> _YOUR OBJECTIVE_: Although pictures appear in the records, the copy must leave them out and match everything else exactly.

> _THE INPUT_:
┏━━
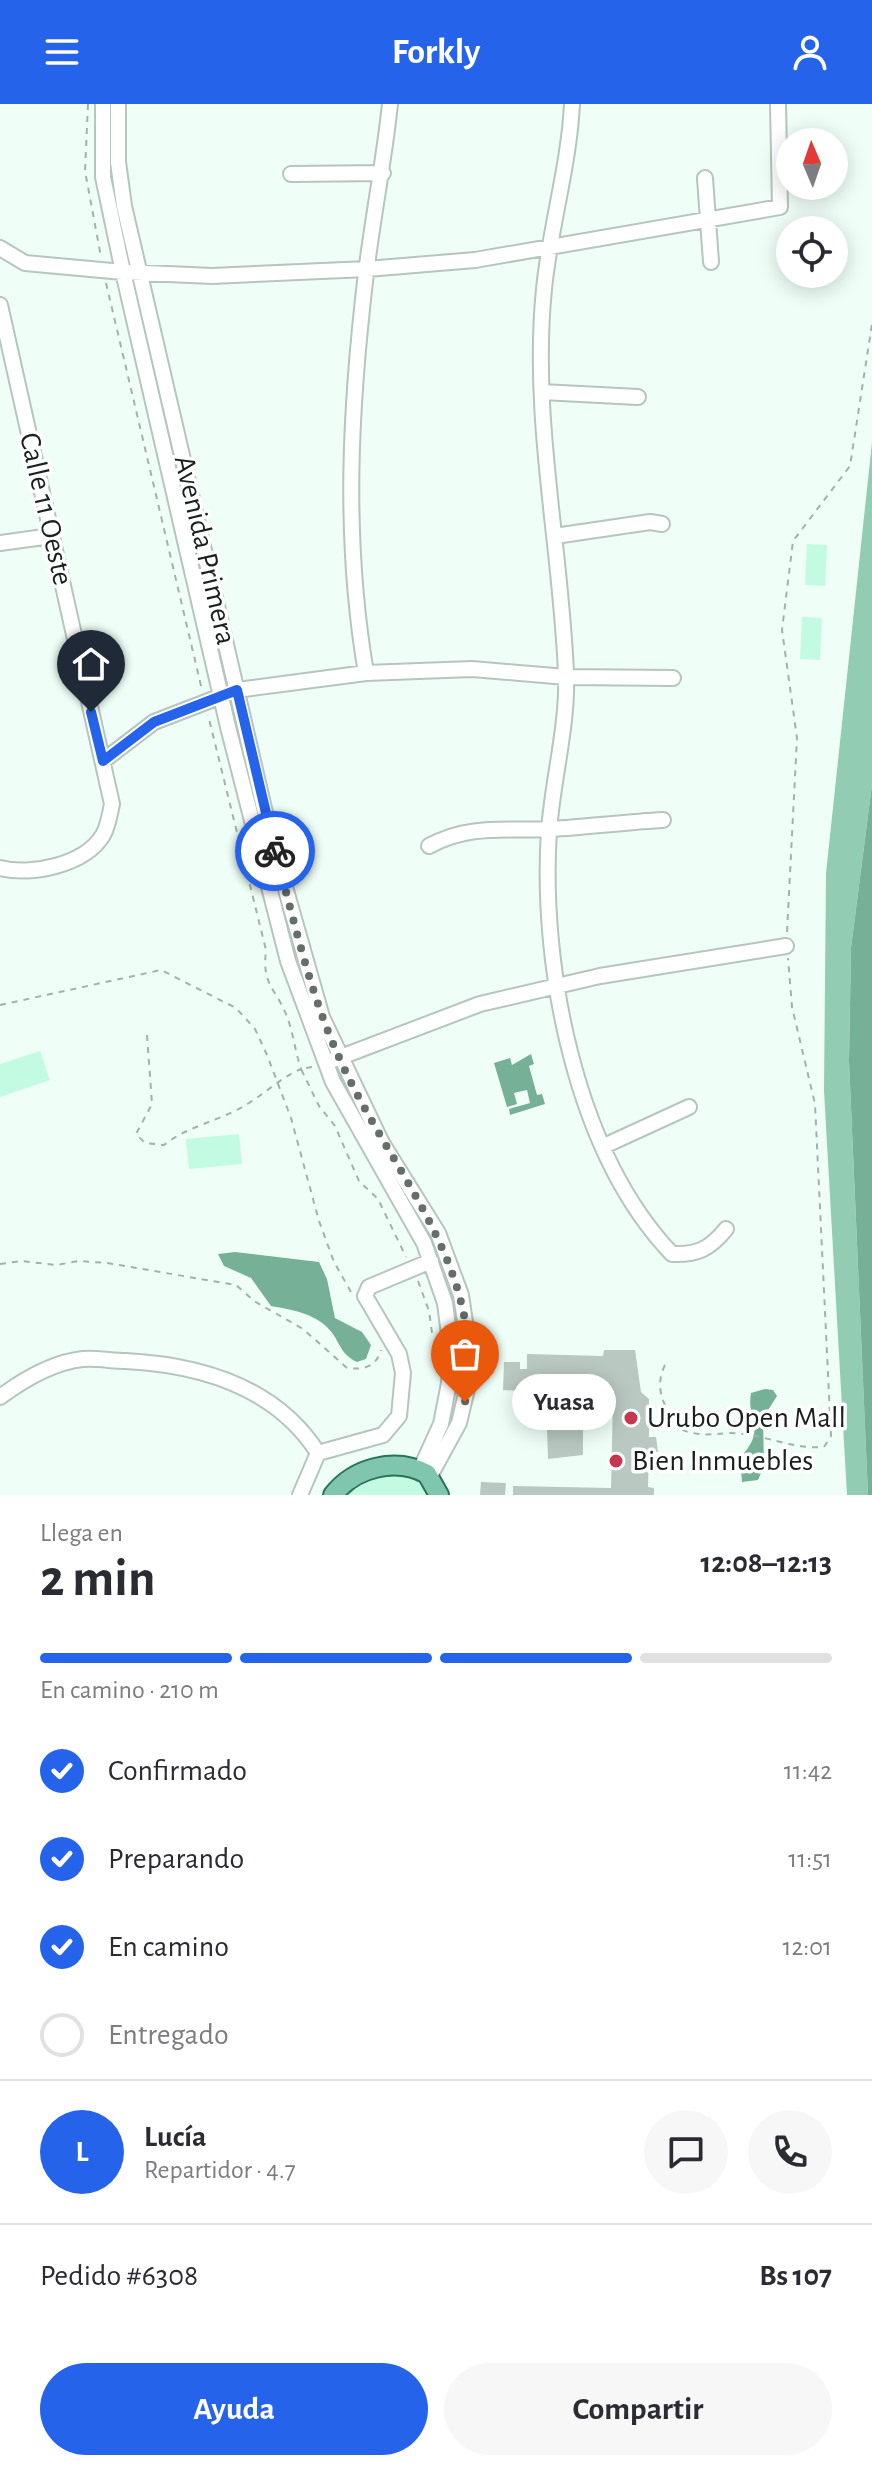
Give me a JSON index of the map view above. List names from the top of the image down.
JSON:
{
  "streets": {
    "street": ["Calle 11 Oeste", "Avenida Primera"]
  },
  "places": ["Yuasa", "Urubo Open Mall", "Bien Inmuebles"],
  "north": "top",
  "page": {
    "header": "Forkly",
    "bubble": "Yuasa",
    "heading": ["2 min", "Llega en", "12:08–12:13"],
    "panel": [
      "Lucía",
      "Repartidor · 4.7",
      "Pedido #6308",
      "Bs 107"
    ],
    "bar": "En camino · 210 m",
    "list": [
      ["Confirmado", "11:42"],
      ["Preparando", "11:51"],
      ["En camino", "12:01"],
      "Entregado"
    ],
    "round": "L",
    "buttons": ["Ayuda", "Compartir"]
  }
}
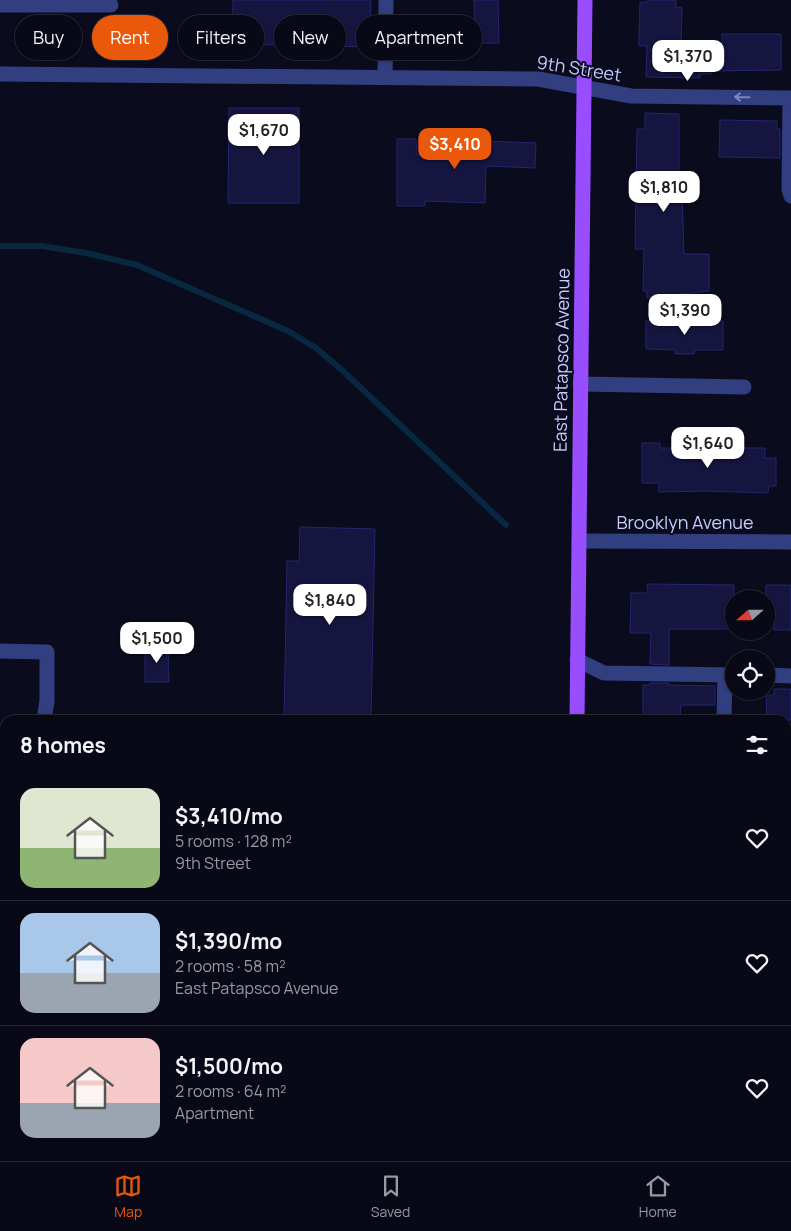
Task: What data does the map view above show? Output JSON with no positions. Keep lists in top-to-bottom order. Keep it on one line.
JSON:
┗━━
> _RESPONSE BOX_:
Give me a JSON index of the map view above. List names from the top of the image down.
JSON:
{
  "streets": {
    "street": ["Calle 11 Oeste", "Avenida Primera"]
  },
  "places": ["Yuasa", "Urubo Open Mall", "Bien Inmuebles"],
  "north": "top",
  "page": {
    "header": "Forkly",
    "bubble": "Yuasa",
    "heading": ["2 min", "Llega en", "12:08–12:13"],
    "panel": [
      "Lucía",
      "Repartidor · 4.7",
      "Pedido #6308",
      "Bs 107"
    ],
    "bar": "En camino · 210 m",
    "list": [
      ["Confirmado", "11:42"],
      ["Preparando", "11:51"],
      ["En camino", "12:01"],
      "Entregado"
    ],
    "round": "L",
    "buttons": ["Ayuda", "Compartir"]
  }
}
Task: What data does the map view above show? Output JSON with no positions. Keep lists in top-to-bottom order. Keep it on one line.
JSON:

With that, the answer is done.